▶ [Instructions to follow] Write the listing out again, exactly as it reads below.

▶ [Data supplied]
== Segment start ==

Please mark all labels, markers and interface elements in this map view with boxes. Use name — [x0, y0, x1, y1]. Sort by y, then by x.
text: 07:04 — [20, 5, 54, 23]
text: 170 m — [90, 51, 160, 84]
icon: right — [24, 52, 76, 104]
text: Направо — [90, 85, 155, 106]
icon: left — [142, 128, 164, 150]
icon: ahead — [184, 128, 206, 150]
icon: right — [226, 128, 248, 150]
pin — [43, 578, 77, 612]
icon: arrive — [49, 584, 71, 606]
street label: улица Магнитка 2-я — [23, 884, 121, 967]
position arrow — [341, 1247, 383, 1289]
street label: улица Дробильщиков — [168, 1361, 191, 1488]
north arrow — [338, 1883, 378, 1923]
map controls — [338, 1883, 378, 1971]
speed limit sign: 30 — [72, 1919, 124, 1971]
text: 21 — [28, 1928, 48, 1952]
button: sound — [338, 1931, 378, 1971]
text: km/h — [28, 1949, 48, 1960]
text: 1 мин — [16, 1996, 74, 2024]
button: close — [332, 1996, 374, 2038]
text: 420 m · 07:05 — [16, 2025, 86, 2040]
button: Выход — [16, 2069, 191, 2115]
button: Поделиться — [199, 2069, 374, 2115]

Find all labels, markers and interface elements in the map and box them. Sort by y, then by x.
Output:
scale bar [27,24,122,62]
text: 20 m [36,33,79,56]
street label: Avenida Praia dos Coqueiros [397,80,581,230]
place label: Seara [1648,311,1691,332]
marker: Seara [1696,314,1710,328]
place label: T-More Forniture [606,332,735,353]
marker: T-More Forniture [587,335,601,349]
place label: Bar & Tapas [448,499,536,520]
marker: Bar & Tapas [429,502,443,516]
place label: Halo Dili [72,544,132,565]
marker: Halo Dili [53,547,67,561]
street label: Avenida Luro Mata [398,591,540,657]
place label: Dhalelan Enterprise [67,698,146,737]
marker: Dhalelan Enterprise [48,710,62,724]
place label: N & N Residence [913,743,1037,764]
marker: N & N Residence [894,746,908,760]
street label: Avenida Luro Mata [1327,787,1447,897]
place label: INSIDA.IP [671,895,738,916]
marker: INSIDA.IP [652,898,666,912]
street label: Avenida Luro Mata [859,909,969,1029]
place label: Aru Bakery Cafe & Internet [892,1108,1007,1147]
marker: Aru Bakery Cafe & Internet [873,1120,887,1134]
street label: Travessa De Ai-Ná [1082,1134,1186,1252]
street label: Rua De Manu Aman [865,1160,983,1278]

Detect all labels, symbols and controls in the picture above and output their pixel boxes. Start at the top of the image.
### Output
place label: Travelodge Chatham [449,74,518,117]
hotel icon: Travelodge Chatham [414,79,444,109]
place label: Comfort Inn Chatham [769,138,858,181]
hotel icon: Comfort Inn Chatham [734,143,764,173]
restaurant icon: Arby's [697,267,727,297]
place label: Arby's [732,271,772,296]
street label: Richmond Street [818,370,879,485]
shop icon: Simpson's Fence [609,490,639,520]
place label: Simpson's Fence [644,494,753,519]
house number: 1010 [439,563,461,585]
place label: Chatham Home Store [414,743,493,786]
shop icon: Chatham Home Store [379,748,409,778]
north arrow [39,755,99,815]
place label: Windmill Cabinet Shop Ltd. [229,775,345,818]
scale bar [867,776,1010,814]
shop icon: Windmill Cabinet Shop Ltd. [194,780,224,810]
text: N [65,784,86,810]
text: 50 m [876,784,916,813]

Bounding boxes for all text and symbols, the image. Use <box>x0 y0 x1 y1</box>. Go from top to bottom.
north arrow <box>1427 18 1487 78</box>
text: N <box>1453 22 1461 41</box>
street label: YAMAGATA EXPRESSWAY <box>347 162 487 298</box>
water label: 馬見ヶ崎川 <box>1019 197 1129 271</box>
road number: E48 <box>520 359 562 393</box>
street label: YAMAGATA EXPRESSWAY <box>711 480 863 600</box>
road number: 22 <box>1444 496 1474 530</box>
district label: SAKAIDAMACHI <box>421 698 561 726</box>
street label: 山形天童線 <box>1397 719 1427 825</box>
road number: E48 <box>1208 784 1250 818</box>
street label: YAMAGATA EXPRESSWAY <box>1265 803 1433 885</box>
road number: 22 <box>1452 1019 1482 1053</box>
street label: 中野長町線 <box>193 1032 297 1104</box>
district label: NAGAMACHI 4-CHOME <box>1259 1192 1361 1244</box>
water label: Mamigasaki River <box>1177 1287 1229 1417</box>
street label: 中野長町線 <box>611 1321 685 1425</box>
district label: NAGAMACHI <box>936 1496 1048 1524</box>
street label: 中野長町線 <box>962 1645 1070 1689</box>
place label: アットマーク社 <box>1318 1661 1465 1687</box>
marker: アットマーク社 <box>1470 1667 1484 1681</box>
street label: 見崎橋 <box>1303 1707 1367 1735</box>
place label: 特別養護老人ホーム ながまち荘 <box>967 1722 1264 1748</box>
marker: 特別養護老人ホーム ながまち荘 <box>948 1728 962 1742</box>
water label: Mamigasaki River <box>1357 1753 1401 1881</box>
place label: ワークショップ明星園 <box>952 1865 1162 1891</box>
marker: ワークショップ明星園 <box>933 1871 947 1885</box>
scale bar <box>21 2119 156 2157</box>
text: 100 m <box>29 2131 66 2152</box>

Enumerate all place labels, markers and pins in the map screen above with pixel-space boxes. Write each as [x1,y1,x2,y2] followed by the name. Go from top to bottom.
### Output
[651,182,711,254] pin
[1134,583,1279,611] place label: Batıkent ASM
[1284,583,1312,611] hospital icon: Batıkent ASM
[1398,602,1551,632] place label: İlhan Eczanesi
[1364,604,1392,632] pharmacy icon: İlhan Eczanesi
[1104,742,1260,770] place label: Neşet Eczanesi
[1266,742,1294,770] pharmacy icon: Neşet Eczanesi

== Segment end ==

▶ [Result]
Please mark all labels, markers and interface elements in this map view with boxes. Use name — [x0, y0, x1, y1]. Sort by y, then by x.
text: 07:04 — [20, 5, 54, 23]
text: 170 m — [90, 51, 160, 84]
icon: right — [24, 52, 76, 104]
text: Направо — [90, 85, 155, 106]
icon: left — [142, 128, 164, 150]
icon: ahead — [184, 128, 206, 150]
icon: right — [226, 128, 248, 150]
pin — [43, 578, 77, 612]
icon: arrive — [49, 584, 71, 606]
street label: улица Магнитка 2-я — [23, 884, 121, 967]
position arrow — [341, 1247, 383, 1289]
street label: улица Дробильщиков — [168, 1361, 191, 1488]
north arrow — [338, 1883, 378, 1923]
map controls — [338, 1883, 378, 1971]
speed limit sign: 30 — [72, 1919, 124, 1971]
text: 21 — [28, 1928, 48, 1952]
button: sound — [338, 1931, 378, 1971]
text: km/h — [28, 1949, 48, 1960]
text: 1 мин — [16, 1996, 74, 2024]
button: close — [332, 1996, 374, 2038]
text: 420 m · 07:05 — [16, 2025, 86, 2040]
button: Выход — [16, 2069, 191, 2115]
button: Поделиться — [199, 2069, 374, 2115]

Find all labels, markers and interface elements in the map and box them. Sort by y, then by x.
Output:
scale bar [27,24,122,62]
text: 20 m [36,33,79,56]
street label: Avenida Praia dos Coqueiros [397,80,581,230]
place label: Seara [1648,311,1691,332]
marker: Seara [1696,314,1710,328]
place label: T-More Forniture [606,332,735,353]
marker: T-More Forniture [587,335,601,349]
place label: Bar & Tapas [448,499,536,520]
marker: Bar & Tapas [429,502,443,516]
place label: Halo Dili [72,544,132,565]
marker: Halo Dili [53,547,67,561]
street label: Avenida Luro Mata [398,591,540,657]
place label: Dhalelan Enterprise [67,698,146,737]
marker: Dhalelan Enterprise [48,710,62,724]
place label: N & N Residence [913,743,1037,764]
marker: N & N Residence [894,746,908,760]
street label: Avenida Luro Mata [1327,787,1447,897]
place label: INSIDA.IP [671,895,738,916]
marker: INSIDA.IP [652,898,666,912]
street label: Avenida Luro Mata [859,909,969,1029]
place label: Aru Bakery Cafe & Internet [892,1108,1007,1147]
marker: Aru Bakery Cafe & Internet [873,1120,887,1134]
street label: Travessa De Ai-Ná [1082,1134,1186,1252]
street label: Rua De Manu Aman [865,1160,983,1278]

Detect all labels, symbols and controls in the picture above and output their pixel boxes. Start at the top of the image.
### Output
place label: Travelodge Chatham [449,74,518,117]
hotel icon: Travelodge Chatham [414,79,444,109]
place label: Comfort Inn Chatham [769,138,858,181]
hotel icon: Comfort Inn Chatham [734,143,764,173]
restaurant icon: Arby's [697,267,727,297]
place label: Arby's [732,271,772,296]
street label: Richmond Street [818,370,879,485]
shop icon: Simpson's Fence [609,490,639,520]
place label: Simpson's Fence [644,494,753,519]
house number: 1010 [439,563,461,585]
place label: Chatham Home Store [414,743,493,786]
shop icon: Chatham Home Store [379,748,409,778]
north arrow [39,755,99,815]
place label: Windmill Cabinet Shop Ltd. [229,775,345,818]
scale bar [867,776,1010,814]
shop icon: Windmill Cabinet Shop Ltd. [194,780,224,810]
text: N [65,784,86,810]
text: 50 m [876,784,916,813]

Bounding boxes for all text and symbols, the image. Use <box>x0 y0 x1 y1</box>. Go from top to bottom.
north arrow <box>1427 18 1487 78</box>
text: N <box>1453 22 1461 41</box>
street label: YAMAGATA EXPRESSWAY <box>347 162 487 298</box>
water label: 馬見ヶ崎川 <box>1019 197 1129 271</box>
road number: E48 <box>520 359 562 393</box>
street label: YAMAGATA EXPRESSWAY <box>711 480 863 600</box>
road number: 22 <box>1444 496 1474 530</box>
district label: SAKAIDAMACHI <box>421 698 561 726</box>
street label: 山形天童線 <box>1397 719 1427 825</box>
road number: E48 <box>1208 784 1250 818</box>
street label: YAMAGATA EXPRESSWAY <box>1265 803 1433 885</box>
road number: 22 <box>1452 1019 1482 1053</box>
street label: 中野長町線 <box>193 1032 297 1104</box>
district label: NAGAMACHI 4-CHOME <box>1259 1192 1361 1244</box>
water label: Mamigasaki River <box>1177 1287 1229 1417</box>
street label: 中野長町線 <box>611 1321 685 1425</box>
district label: NAGAMACHI <box>936 1496 1048 1524</box>
street label: 中野長町線 <box>962 1645 1070 1689</box>
place label: アットマーク社 <box>1318 1661 1465 1687</box>
marker: アットマーク社 <box>1470 1667 1484 1681</box>
street label: 見崎橋 <box>1303 1707 1367 1735</box>
place label: 特別養護老人ホーム ながまち荘 <box>967 1722 1264 1748</box>
marker: 特別養護老人ホーム ながまち荘 <box>948 1728 962 1742</box>
water label: Mamigasaki River <box>1357 1753 1401 1881</box>
place label: ワークショップ明星園 <box>952 1865 1162 1891</box>
marker: ワークショップ明星園 <box>933 1871 947 1885</box>
scale bar <box>21 2119 156 2157</box>
text: 100 m <box>29 2131 66 2152</box>

Enumerate all place labels, markers and pins in the map screen above with pixel-space boxes. Write each as [x1,y1,x2,y2] followed by the name. Go from top to bottom.
### Output
[651,182,711,254] pin
[1134,583,1279,611] place label: Batıkent ASM
[1284,583,1312,611] hospital icon: Batıkent ASM
[1398,602,1551,632] place label: İlhan Eczanesi
[1364,604,1392,632] pharmacy icon: İlhan Eczanesi
[1104,742,1260,770] place label: Neşet Eczanesi
[1266,742,1294,770] pharmacy icon: Neşet Eczanesi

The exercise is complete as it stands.